Many students see the Declaration of Human Rights as an idealistic but meaningless document, well intentioned, but irrelevant. Some are quick to point out its inconsistencies, indeterminacies (their meaning, my term). At first, few recognize it as a heuristic for centering human actuality, for examining issues of contemporary slavery, international labor conditions, rights of women and children, and the economic impact of undemocratic capitalist globalization--until they start to apply it to their own lives and fears. I inform them that many non-Western members of the United Nations such as Iran, China, Egypt, and Lebanon participated in the drafting of this document, as well as nations in the Western and Soviet-Bloc countries, and I explain how it emerged with Eleanor Roosevelt's prodding out of the trauma of war and was viewed by her as a threshold document, an "international magna carta." What I don't say is that I offer it as an imaginary for another world.
This text--30 articles approved by the UN General Assembly--is a catalyst for gathering and connecting the filaments of students' own experiences to the actualities of global capital. Each student must choose and respond to one article. For example, Article 9, "No one shall be subjected to arbitrary arrest, detention or exile," leads us to a discussion of Guantanamo and Abu Ghraib. Article 15, "Everyone has a right to a nationality," evokes a discussion of migration and exile, of literally existing in a condition "without papers." Article 29, "Everyone has duties to the community in which alone the free and full development of his personality is possible," raises questions about the responsibilities of corporations and businesses to local communities.
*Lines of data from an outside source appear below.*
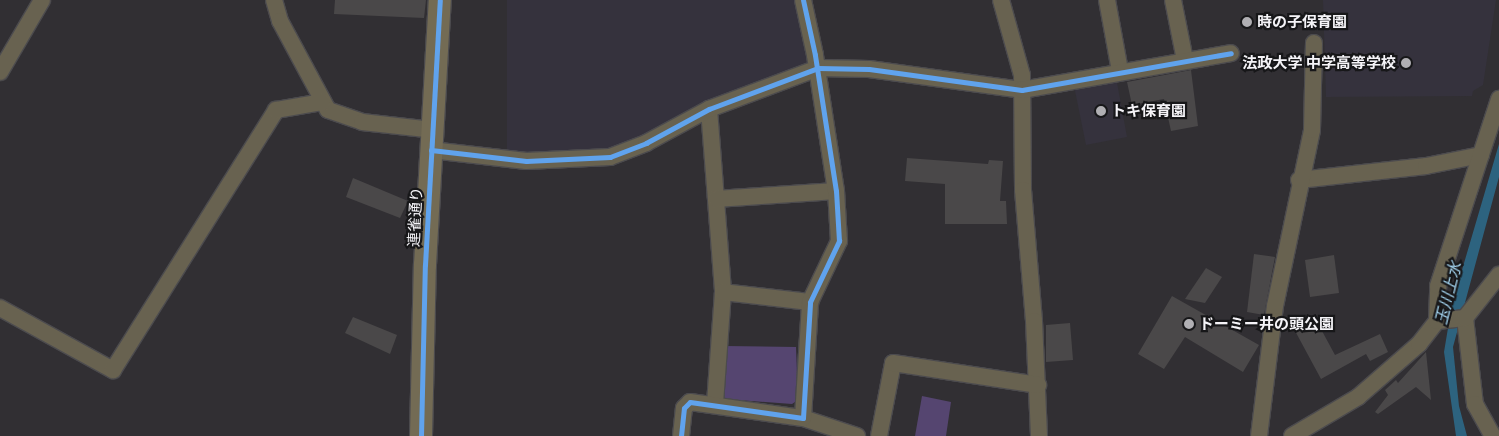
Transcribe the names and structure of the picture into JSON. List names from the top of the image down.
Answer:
{
  "streets": {
    "main road": ["連雀通り"]
  },
  "water": ["玉川上水"],
  "places": [
    "時の子保育園",
    "法政大学 中学高等学校",
    "トキ保育園",
    "ドーミー井の頭公園"
  ]
}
And Article 23, "Everyone has the right to work, to free choice of employment, to just and favourable conditions of work and to protection against unemployment," speaks to them because they fear the outsourcing of their recently acquired technical skills and almost all know someone whose job succumbed to corporate downsizing.
Out of this modest exercise, patterns of concern emerge. Then we make a leap, and I ask them to write responses to three questions: What do you fear? What is the greatest global problem? What would you do if you were a citizen activist? In the small drama of this brief ten-week course, their responses, read anonymously and aloud, reflect back to them the possibilities inherent in themselves. Large numbers name hunger and poverty as primary problems. They fear failure and loss and almost all recognize environmental perils. Some go further and speak to the "concentration of so much wealth and power in the hands of a few people; [and] the lengths to which these people go to protect their wealth and power and accumulate more." And, "money over humanity." One observes, "the greatest global problem: Lack of concern for global problems." No text can claim the power of progressive revolution these Orwellian days, but the 1948 Universal Declaration of Human Rights is a critical reminder of new vision and hope after the trauma of war. Many students want alternatives to cynicism and political paralysis. And some, a very few, are ready to act.